Jane Hume’s future had been in doubt after a conservative takeover in Victoria. (ABC News: Nick Haggarty)
Prime Minister Scott Morrison has used his authority to end an impasse over preselections in Victoria and ensure senators James Paterson and Jane Hume are re-endorsed.
The senators had expected their preselections to be finalised 18 months ago but a conservative takeover in Victoria complicated the process and put Senator Hume’s future, in particular, in doubt.
The ABC understands Mr Morrison intervened almost immediately after taking over the top job and, together with his deputy and senior Victorian Liberal Josh Frydenberg, told the state’s Liberal president Michael Kroger to endorse the pair.
Victoria’s administrative committee followed Mr Morrison’s directive when it met, and has put Senators Paterson and Hume at the top of the state’s Upper House ticket.
Powerbroker pair step down
In another twist, conservative Victorian powerbroker Marcus Bastiaan has announced he and his wife, Stephanie Ross, will be stepping down from senior positions within the party due to family reasons.
Marcus Bastiaan has announced he and his wife, Stephanie Ross, will be stepping down from senior positions within the Liberal Party. (ABC News: Four Corners)
Mr Bastiaan is a key backer of Mr Kroger’s who has been accused by moderates of recruiting Mormons and Christian groups to branches across the state.

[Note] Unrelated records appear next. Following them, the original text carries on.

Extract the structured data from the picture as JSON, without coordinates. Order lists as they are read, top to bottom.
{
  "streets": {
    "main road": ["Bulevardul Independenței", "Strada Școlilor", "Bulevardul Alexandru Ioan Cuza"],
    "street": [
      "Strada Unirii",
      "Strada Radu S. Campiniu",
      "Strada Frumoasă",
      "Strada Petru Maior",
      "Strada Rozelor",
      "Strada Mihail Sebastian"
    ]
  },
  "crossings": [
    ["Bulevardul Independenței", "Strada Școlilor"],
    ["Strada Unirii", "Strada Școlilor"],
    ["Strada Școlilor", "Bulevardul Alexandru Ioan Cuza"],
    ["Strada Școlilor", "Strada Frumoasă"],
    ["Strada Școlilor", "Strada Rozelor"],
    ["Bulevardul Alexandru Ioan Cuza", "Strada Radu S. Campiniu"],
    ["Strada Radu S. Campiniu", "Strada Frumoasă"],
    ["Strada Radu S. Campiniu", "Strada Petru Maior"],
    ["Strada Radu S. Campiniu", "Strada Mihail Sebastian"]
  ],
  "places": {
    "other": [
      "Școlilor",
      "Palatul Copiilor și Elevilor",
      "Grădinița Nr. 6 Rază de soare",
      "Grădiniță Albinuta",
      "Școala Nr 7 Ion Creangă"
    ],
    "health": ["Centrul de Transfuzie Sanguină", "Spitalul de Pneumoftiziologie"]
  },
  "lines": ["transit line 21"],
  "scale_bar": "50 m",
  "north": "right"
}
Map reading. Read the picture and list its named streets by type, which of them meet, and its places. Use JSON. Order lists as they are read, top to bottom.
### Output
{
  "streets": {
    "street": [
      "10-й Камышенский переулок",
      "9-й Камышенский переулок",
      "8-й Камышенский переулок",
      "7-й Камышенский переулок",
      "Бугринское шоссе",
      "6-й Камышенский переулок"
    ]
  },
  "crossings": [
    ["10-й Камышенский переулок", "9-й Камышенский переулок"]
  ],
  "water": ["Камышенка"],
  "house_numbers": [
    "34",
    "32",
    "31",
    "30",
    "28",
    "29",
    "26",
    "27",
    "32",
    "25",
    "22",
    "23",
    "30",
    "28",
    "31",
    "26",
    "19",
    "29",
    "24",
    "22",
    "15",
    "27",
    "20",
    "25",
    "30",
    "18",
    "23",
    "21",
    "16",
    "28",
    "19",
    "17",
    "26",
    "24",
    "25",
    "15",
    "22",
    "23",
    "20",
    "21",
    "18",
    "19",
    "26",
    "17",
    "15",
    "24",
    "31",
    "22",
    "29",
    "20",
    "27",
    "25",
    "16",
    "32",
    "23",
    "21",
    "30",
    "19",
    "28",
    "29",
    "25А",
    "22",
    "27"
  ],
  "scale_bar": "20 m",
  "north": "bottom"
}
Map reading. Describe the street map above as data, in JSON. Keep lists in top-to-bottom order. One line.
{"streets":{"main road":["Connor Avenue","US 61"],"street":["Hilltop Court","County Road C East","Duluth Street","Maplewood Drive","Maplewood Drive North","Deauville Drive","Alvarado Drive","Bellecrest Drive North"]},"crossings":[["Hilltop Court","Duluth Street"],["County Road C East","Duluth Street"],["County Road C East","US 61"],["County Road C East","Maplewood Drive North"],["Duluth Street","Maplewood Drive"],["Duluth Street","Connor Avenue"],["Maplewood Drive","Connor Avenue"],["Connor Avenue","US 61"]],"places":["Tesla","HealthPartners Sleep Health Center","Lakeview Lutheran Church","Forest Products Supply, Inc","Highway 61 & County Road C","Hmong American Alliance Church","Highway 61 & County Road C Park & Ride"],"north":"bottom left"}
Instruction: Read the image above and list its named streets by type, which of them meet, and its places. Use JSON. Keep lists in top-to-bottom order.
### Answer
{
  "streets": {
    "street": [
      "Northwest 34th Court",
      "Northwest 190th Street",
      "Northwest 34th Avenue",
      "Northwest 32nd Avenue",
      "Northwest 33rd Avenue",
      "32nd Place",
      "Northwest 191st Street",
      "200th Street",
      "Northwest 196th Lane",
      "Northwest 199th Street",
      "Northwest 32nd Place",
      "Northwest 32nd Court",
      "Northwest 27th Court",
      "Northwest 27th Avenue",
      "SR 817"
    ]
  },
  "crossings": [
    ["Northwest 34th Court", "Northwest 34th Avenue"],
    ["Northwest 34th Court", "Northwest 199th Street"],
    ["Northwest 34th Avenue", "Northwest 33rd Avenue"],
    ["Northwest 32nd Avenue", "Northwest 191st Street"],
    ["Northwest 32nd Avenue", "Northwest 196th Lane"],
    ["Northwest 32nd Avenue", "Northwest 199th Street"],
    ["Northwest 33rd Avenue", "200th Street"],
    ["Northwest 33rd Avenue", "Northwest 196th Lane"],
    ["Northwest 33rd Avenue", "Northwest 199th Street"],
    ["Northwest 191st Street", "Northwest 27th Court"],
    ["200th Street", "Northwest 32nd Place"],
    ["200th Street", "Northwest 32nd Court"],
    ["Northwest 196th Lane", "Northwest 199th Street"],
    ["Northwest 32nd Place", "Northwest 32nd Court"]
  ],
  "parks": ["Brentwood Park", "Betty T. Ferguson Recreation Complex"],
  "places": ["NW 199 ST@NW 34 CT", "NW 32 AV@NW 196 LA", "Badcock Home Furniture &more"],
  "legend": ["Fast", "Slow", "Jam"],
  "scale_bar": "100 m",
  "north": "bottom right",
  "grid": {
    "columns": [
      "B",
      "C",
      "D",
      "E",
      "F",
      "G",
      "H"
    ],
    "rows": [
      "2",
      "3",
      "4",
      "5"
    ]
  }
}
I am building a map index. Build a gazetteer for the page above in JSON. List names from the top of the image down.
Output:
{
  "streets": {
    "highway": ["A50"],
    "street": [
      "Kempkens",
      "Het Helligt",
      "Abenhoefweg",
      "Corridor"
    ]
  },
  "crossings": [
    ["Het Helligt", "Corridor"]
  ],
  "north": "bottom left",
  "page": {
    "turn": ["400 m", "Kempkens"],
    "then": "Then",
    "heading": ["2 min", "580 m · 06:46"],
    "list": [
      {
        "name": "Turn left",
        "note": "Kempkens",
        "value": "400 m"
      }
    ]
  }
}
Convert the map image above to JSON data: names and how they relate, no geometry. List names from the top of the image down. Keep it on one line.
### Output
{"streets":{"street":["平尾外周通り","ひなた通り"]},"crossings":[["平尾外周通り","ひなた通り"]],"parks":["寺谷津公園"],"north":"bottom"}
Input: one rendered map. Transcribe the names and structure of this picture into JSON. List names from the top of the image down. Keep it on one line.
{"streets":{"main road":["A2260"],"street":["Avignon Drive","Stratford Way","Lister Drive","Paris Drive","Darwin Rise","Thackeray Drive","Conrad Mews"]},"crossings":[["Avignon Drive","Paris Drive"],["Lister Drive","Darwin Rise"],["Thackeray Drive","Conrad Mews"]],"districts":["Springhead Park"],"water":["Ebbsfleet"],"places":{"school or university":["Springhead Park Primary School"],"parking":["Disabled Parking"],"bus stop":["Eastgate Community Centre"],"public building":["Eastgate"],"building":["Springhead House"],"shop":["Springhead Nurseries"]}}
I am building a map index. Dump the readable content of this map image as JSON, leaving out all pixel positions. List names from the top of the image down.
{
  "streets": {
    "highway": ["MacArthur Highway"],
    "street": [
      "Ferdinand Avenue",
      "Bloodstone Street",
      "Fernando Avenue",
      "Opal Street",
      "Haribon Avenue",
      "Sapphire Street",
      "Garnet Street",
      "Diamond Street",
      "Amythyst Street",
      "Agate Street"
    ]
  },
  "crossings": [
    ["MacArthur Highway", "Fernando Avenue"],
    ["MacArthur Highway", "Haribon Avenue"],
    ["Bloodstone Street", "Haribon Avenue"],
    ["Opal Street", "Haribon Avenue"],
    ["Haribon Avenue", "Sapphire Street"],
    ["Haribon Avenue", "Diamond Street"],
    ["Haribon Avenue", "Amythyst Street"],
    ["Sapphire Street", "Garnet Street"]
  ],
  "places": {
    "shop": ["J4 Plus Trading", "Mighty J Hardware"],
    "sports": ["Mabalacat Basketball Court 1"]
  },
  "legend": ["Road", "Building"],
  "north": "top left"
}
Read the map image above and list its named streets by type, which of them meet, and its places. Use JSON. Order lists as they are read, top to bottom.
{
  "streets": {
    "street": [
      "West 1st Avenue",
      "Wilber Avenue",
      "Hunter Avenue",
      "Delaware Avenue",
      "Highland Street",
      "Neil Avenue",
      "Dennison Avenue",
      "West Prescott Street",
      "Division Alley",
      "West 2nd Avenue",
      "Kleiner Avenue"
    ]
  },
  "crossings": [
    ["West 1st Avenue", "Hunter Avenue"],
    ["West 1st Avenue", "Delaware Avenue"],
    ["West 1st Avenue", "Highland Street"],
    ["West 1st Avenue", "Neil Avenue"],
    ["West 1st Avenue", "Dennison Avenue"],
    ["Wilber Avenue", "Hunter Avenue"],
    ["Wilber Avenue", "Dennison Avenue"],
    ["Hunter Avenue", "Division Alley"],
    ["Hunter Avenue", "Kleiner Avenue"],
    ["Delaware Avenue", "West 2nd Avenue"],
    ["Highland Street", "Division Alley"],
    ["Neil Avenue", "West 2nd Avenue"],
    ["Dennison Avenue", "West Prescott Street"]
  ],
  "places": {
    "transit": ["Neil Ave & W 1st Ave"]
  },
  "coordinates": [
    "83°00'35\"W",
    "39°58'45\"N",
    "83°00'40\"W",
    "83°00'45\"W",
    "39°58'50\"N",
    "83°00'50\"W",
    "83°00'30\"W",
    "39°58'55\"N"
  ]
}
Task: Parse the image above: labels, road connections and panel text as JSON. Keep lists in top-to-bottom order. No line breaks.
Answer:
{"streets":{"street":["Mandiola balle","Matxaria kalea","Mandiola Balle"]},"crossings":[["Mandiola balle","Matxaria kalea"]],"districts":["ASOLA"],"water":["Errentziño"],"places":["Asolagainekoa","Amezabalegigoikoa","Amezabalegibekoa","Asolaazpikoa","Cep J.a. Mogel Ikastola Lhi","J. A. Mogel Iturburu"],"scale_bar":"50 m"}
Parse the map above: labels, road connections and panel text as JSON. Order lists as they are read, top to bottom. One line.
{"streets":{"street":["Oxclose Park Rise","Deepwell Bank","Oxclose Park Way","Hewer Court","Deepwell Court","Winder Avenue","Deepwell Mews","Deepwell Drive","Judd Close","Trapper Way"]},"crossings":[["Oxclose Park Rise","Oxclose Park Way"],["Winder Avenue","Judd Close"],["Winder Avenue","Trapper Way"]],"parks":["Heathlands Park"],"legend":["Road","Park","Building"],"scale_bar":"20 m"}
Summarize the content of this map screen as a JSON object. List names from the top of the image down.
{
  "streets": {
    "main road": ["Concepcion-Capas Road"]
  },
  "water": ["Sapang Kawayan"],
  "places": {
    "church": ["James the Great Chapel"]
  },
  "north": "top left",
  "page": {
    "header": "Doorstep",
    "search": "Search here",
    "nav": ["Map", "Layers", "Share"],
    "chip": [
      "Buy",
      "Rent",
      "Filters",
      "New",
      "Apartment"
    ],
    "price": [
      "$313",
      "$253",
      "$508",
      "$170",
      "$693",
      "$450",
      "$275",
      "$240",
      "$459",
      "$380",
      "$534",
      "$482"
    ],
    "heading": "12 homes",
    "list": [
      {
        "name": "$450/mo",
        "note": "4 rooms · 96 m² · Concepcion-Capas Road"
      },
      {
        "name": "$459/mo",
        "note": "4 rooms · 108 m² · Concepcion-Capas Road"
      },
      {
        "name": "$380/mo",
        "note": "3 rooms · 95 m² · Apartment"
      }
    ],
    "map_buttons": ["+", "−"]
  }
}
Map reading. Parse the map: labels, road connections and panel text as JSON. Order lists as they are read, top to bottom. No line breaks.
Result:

Some observers believed his ascension to the vice-presidency changed the dynamic of the Victorian branch and put the preselection of moderate candidates at risk.
In the midst of this power-play, Senators Paterson and Hume have spent months attending every branch meeting and party function across the state, building support for their preselection bids.
While prime ministers often stay out of preselections, Mr Morrison would have been keen to end a potentially damaging factional row endangering the political future of one of the few Liberal women in his ranks.
Before losing the top job, Malcolm Turnbull intervened to save the political career of New South Wales Liberal Ann Sudmalis following the shock preselection defeat of Jane Prentice in Queensland.
Mr Turnbull had also been putting pressure on the Victorian branch to settle its candidates, so the party was ready to fight an election early next year.